Post by Guest » Tue Jul 08, 2003 5:13 am

What do you think of the difference between the rolled transition (FCR ramps) and the angled one. I see it more of an issue off of the platform...

nice ramp though. We need on here in the east coast!

Howard Gordon
1953-2010 (RIP)
1953-2010 (RIP)
Posts: 141
Joined: Thu Aug 22, 2002 2:00 am
Location: San Luis Obispo
Contact:

Post by Howard Gordon » Tue Jul 08, 2003 6:02 am

Hard to say. We do have a modest roll-in at the top, and the bottom transition is similar to FCR, but otherwise straight. This ramp is a fair bit taller and steeper than FCR, but it's not particularly scary. The FCR "s" transition does provide perhaps a bit better platform for a launching pump toward the bottom.

I'll bet there are craftsmen in your part of the world who are far more competent in building something like this. All I had was a photo and a vague recollection of how other ramps were constructed, and this came out okay.

Jani Soderhall
ISSA President 2011-2020
ISSA President 2011-2020
Posts: 4175
Joined: Thu Aug 22, 2002 2:00 am
Location: Sweden, lives in France
Contact:

Post by Jani Soderhall » Tue Jul 08, 2003 12:15 pm

I like both straight and S-shaped ramps. I'm not sure it really makes a difference. But it is important to have a good transition at the bottom for the straight ramps, so that you don't hit the bottom at too much of an angle. I'm sure the S-shaped ramps accomplish this task better.

At the top the main thing is not to make the slope too steep as longer boards may scratch the edge going down. Once again, S-shaped ramps may be better at that.

The most important factor for all ramps in my opinion is to stay put.

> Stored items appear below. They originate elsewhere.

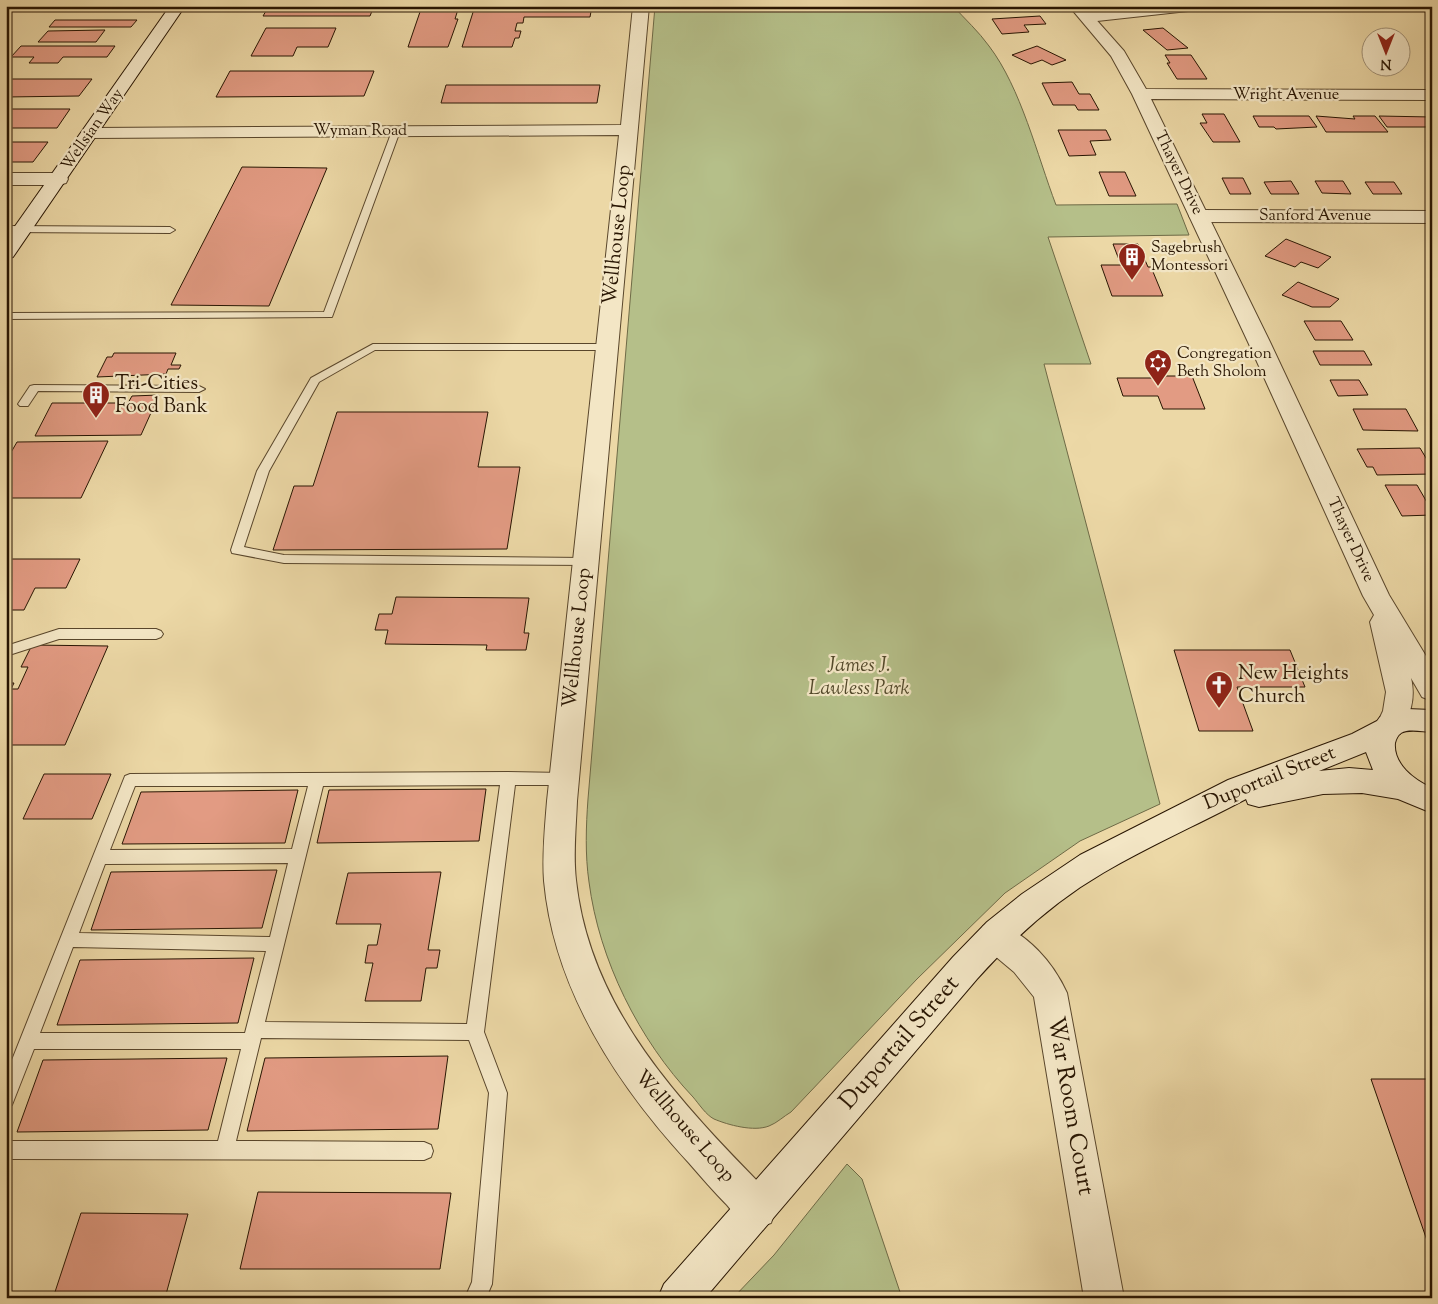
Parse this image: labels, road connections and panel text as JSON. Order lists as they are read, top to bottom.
{
  "streets": {
    "street": [
      "Wright Avenue",
      "Wellsian Way",
      "Wyman Road",
      "Thayer Drive",
      "Sanford Avenue",
      "Wellhouse Loop",
      "Duportail Street",
      "War Room Court"
    ]
  },
  "crossings": [
    ["Wright Avenue", "Thayer Drive"],
    ["Wellsian Way", "Wyman Road"],
    ["Wyman Road", "Wellhouse Loop"],
    ["Thayer Drive", "Sanford Avenue"],
    ["Thayer Drive", "Duportail Street"],
    ["Wellhouse Loop", "Duportail Street"],
    ["Duportail Street", "War Room Court"]
  ],
  "parks": ["James J. Lawless Park"],
  "places": {
    "building": ["Sagebrush Montessori", "Tri-Cities Food Bank"],
    "synagogue": ["Congregation Beth Sholom"],
    "church": ["New Heights Church"]
  },
  "north": "bottom"
}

Ie when you pull away, the ramp mustn't move. This can be accomplished by making an overall heavy ramp, but the easiest way to do it is probably to make a long enough platform up on the top.

I'm a bit surprised that the rear legs are not connected in any way to the other legs. If they would be connected, even with a very weak piece, they'd hold together better if you need to move or slide the ramp a few feet.

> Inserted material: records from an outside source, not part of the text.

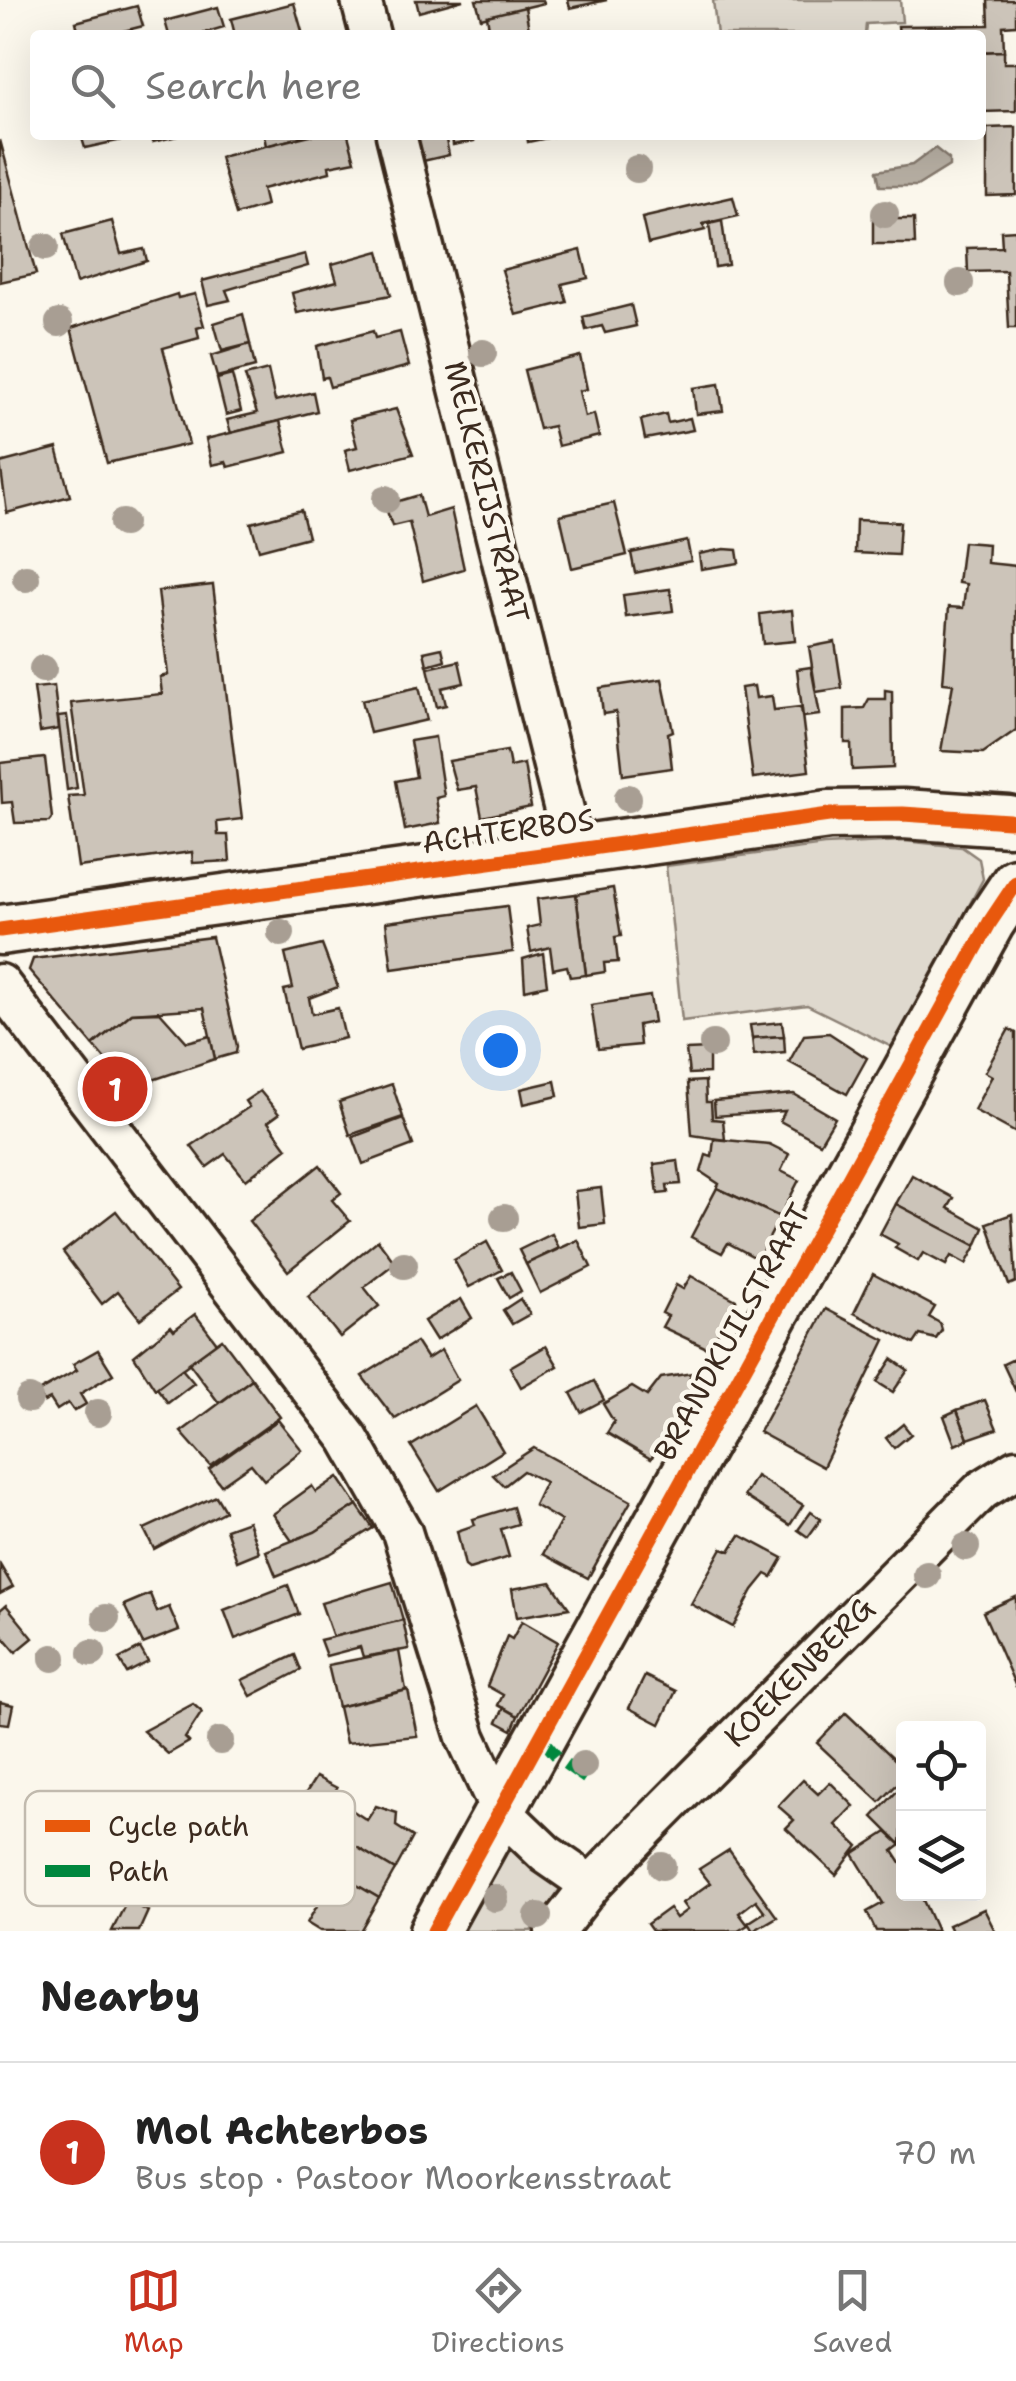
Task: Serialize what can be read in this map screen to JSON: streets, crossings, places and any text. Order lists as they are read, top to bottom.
{
  "streets": {
    "street": [
      "MELKERIJSTRAAT",
      "ACHTERBOS",
      "BRANDKUILSTRAAT",
      "KOEKENBERG"
    ]
  },
  "crossings": [
    ["MELKERIJSTRAAT", "ACHTERBOS"]
  ],
  "legend": ["Cycle path", "Path"],
  "page": {
    "search": "Search here",
    "pins": "1",
    "heading": "Nearby",
    "list": [
      {
        "mark": "1",
        "name": "Mol Achterbos",
        "note": "Bus stop · Pastoor Moorkensstraat",
        "value": "70 m"
      }
    ],
    "nav": ["Map", "Directions", "Saved"]
  }
}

I critisized the ramps in the tunnel race which were too light, but the once in Gruningen were OK, so Chris Hart probably made little improvements in the construction to make them more stable.

For racing it's good to have a few steps behind the ramp, to get up easier. It speeds up the "getting ready" phase during practice and while racing.

Chris Eggers
Germany
Germany
Posts: 504
Joined: Mon Sep 09, 2002 2:00 am
Location: Germany
Contact:

Post by Chris Eggers » Tue Jul 08, 2003 12:40 pm

I think the curved transitions are better because you can really get a "pump" while rolling down. The angled transitions make that harder. It may be an advantage for transition oriented skaters, but on the other hand everyone can learn that.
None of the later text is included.